▶ Task details: Identify every line in the records below that contains the word "drop", and copy each of those lines.

*** Data Section Begins ***

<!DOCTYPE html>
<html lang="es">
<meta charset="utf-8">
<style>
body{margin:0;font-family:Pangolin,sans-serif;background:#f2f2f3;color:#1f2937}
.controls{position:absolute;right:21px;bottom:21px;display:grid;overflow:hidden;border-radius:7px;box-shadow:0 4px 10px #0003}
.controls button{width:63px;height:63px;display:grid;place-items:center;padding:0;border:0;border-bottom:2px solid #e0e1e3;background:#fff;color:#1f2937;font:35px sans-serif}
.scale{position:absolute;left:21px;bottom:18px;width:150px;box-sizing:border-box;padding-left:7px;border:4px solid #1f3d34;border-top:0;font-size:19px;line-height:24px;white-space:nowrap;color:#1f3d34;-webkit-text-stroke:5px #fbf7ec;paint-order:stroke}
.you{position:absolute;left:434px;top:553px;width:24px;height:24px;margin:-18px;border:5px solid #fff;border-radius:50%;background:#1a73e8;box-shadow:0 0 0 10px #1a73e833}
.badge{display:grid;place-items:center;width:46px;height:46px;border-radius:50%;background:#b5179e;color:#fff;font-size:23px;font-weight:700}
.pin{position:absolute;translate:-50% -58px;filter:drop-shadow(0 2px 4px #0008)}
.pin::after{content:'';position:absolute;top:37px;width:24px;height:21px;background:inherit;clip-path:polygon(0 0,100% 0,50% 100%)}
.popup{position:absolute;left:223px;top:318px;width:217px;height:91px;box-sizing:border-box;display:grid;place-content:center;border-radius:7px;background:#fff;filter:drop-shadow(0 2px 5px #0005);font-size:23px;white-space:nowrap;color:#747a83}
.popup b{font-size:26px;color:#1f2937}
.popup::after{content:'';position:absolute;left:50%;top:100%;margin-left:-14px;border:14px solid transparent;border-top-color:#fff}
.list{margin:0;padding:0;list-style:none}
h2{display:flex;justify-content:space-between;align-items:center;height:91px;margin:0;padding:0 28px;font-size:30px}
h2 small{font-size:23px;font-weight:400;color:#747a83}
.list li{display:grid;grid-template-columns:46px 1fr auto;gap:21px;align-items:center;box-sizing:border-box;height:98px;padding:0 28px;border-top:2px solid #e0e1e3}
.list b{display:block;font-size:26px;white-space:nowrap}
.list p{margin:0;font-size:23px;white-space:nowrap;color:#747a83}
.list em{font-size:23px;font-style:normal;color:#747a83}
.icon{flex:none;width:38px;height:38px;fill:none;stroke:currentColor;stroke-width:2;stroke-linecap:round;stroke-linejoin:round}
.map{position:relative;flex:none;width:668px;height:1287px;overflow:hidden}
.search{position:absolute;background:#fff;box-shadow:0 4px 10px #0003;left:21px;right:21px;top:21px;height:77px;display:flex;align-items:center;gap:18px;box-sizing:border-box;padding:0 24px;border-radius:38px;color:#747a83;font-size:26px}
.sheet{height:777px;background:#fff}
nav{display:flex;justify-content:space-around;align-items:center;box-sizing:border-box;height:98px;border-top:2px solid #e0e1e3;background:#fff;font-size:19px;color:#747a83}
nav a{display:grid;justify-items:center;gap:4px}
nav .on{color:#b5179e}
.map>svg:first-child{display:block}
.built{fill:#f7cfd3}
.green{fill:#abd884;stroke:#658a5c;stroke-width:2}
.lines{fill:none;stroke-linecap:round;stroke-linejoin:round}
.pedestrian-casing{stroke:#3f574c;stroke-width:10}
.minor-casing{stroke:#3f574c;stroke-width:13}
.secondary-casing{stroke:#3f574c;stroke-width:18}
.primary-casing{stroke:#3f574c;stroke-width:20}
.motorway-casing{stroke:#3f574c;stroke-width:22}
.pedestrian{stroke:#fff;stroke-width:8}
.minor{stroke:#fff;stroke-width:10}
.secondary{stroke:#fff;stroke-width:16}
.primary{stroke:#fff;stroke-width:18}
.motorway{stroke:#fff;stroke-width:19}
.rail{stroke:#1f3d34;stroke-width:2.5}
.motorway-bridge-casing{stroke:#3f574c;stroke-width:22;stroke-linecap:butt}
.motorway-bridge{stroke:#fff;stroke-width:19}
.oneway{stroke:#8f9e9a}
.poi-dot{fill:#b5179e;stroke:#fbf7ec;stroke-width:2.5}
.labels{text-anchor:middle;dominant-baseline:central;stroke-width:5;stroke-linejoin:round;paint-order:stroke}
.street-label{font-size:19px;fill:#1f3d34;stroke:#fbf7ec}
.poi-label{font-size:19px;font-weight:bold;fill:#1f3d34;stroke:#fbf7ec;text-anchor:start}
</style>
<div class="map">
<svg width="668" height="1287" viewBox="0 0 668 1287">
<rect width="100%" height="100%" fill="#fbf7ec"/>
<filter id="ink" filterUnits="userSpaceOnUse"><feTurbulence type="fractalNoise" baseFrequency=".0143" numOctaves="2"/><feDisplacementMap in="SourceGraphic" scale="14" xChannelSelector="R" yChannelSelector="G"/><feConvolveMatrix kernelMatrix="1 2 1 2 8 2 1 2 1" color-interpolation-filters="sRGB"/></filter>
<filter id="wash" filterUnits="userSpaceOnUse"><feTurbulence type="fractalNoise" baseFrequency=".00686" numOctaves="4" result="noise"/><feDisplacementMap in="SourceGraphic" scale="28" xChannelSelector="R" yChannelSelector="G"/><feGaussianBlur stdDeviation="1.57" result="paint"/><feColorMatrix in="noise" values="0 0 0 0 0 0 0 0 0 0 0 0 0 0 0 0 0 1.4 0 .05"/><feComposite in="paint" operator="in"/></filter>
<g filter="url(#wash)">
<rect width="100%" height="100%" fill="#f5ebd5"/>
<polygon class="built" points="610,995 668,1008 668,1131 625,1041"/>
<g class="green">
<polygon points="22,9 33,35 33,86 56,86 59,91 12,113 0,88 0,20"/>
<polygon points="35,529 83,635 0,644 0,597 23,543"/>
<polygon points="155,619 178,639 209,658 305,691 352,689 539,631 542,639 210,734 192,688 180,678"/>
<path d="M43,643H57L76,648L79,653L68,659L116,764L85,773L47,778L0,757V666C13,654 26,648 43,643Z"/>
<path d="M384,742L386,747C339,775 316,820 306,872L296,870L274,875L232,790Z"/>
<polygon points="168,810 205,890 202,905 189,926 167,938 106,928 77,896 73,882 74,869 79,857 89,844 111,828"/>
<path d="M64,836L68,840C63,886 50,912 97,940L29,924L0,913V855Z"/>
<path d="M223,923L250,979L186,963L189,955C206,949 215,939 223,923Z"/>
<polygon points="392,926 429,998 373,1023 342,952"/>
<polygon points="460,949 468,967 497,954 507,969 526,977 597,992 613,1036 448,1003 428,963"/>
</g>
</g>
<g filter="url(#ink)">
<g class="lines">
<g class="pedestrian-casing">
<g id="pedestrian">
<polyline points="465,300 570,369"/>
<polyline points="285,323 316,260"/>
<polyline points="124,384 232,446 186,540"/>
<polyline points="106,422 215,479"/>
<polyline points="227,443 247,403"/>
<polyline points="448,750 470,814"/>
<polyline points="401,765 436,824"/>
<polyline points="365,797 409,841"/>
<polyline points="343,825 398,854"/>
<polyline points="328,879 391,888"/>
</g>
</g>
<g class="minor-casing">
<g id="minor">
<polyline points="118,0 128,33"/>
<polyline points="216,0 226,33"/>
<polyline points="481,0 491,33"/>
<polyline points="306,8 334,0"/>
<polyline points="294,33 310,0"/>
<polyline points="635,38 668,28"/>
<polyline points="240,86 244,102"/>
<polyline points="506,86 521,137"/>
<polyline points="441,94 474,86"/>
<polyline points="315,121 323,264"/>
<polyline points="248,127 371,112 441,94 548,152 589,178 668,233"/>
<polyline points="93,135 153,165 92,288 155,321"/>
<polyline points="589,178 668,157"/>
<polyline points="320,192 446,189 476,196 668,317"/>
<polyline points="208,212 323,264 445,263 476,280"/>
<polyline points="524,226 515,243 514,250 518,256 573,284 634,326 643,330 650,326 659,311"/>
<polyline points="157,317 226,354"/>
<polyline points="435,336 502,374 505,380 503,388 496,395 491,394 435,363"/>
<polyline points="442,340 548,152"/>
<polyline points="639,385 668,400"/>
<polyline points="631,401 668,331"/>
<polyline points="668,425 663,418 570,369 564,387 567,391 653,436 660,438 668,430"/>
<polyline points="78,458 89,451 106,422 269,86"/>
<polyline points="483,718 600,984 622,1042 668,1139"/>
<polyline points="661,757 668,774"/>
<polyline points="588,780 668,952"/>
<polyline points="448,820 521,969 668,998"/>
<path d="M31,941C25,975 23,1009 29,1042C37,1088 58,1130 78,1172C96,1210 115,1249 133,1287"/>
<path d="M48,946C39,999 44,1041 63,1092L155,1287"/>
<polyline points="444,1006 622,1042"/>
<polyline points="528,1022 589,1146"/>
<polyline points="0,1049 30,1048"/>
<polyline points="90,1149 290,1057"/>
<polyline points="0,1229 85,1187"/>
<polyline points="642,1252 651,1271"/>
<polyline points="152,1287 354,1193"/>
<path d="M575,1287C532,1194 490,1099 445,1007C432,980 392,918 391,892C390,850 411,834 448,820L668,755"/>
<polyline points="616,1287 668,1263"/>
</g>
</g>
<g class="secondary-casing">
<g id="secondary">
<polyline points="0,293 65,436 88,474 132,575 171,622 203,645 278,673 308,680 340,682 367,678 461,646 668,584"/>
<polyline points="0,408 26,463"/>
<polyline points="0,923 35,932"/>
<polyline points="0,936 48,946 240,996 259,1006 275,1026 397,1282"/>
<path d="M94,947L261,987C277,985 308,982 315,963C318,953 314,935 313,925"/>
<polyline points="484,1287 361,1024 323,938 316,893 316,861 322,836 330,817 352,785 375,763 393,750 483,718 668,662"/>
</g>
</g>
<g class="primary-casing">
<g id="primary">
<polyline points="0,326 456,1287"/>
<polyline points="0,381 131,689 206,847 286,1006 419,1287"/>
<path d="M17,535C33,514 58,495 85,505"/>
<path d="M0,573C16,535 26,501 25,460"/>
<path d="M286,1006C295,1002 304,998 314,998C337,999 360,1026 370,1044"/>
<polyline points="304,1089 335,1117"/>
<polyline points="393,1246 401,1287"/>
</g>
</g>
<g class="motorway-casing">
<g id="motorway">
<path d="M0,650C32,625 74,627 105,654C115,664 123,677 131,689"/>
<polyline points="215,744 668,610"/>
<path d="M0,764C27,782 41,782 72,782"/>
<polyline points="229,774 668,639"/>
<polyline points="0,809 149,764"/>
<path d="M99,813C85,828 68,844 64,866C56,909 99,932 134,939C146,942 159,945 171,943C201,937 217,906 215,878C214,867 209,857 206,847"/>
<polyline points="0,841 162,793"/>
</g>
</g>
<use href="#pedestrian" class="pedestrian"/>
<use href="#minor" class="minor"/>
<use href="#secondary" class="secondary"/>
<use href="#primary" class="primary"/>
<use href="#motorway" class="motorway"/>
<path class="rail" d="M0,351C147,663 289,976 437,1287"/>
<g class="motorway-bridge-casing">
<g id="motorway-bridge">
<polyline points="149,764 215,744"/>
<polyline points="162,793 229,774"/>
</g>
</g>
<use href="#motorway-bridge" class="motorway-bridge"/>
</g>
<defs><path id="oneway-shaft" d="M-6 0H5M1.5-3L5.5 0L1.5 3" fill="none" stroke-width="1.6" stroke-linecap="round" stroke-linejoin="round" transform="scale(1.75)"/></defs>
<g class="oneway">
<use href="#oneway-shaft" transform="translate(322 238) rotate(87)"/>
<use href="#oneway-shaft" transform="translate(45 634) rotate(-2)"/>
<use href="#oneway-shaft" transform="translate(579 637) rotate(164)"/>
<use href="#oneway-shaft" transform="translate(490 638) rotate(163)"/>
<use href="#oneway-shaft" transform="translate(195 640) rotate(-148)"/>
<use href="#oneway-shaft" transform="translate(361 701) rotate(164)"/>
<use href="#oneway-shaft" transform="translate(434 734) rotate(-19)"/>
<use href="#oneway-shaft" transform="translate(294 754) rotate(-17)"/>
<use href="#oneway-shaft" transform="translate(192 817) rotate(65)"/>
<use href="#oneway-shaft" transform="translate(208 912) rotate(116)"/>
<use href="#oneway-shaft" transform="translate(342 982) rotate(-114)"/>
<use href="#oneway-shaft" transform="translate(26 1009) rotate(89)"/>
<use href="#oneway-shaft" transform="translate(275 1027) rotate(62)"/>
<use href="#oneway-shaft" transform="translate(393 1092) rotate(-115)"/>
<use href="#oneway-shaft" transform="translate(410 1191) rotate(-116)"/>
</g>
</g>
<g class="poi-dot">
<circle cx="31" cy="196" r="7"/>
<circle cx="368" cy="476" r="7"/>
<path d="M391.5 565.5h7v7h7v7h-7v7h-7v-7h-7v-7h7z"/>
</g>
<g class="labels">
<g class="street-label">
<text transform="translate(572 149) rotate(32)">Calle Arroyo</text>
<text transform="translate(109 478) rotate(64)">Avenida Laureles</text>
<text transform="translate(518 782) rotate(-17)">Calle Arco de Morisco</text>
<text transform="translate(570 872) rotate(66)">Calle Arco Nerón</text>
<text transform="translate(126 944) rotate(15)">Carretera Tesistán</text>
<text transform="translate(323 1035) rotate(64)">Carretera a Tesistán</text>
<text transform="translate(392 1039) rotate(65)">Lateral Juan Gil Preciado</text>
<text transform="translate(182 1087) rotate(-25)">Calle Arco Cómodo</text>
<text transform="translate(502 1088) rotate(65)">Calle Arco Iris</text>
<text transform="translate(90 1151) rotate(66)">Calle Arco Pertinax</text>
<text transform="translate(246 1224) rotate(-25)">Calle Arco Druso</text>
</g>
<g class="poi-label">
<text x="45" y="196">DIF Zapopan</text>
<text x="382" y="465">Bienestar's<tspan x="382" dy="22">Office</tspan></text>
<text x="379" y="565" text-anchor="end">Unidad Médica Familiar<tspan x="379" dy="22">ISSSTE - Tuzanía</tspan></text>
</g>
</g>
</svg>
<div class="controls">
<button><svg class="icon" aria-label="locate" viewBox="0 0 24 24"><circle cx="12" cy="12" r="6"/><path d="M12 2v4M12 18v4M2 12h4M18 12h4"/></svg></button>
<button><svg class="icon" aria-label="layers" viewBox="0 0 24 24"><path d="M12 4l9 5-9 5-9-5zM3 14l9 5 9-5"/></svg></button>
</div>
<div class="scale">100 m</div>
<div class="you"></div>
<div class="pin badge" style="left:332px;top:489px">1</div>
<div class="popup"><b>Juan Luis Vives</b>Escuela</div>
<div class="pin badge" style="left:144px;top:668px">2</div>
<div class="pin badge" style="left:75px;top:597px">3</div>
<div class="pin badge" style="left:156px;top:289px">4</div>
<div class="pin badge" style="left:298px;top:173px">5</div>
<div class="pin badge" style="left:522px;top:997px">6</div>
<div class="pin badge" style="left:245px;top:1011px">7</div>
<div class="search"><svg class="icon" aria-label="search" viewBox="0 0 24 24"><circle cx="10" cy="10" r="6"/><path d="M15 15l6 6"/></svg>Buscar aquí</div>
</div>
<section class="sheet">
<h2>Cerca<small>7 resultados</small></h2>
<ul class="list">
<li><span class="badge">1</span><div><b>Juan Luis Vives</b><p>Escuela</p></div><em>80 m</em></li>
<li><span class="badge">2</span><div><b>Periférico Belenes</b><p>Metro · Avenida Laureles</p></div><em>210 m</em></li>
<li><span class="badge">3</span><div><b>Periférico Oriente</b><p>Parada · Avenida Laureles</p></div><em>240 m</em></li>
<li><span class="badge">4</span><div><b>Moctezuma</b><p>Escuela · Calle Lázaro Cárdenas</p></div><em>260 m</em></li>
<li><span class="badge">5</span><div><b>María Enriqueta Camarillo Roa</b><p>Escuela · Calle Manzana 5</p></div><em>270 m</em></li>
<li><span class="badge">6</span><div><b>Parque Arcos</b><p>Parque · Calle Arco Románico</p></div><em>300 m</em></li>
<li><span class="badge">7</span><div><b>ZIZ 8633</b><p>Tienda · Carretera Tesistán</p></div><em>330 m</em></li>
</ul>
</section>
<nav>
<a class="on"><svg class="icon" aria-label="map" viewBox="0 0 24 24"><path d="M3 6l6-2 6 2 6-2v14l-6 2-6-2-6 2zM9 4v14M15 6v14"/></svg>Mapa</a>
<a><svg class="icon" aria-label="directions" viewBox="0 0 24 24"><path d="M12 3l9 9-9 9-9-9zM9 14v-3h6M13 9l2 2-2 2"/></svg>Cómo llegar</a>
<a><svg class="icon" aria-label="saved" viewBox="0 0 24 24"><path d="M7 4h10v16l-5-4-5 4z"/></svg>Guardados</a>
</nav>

*** Data Section Ends ***

▶ Response:
.pin{position:absolute;translate:-50% -58px;filter:drop-shadow(0 2px 4px #0008)}
.popup{position:absolute;left:223px;top:318px;width:217px;height:91px;box-sizing:border-box;display:grid;place-content:center;border-radius:7px;background:#fff;filter:drop-shadow(0 2px 5px #0005);font-size:23px;white-space:nowrap;color:#747a83}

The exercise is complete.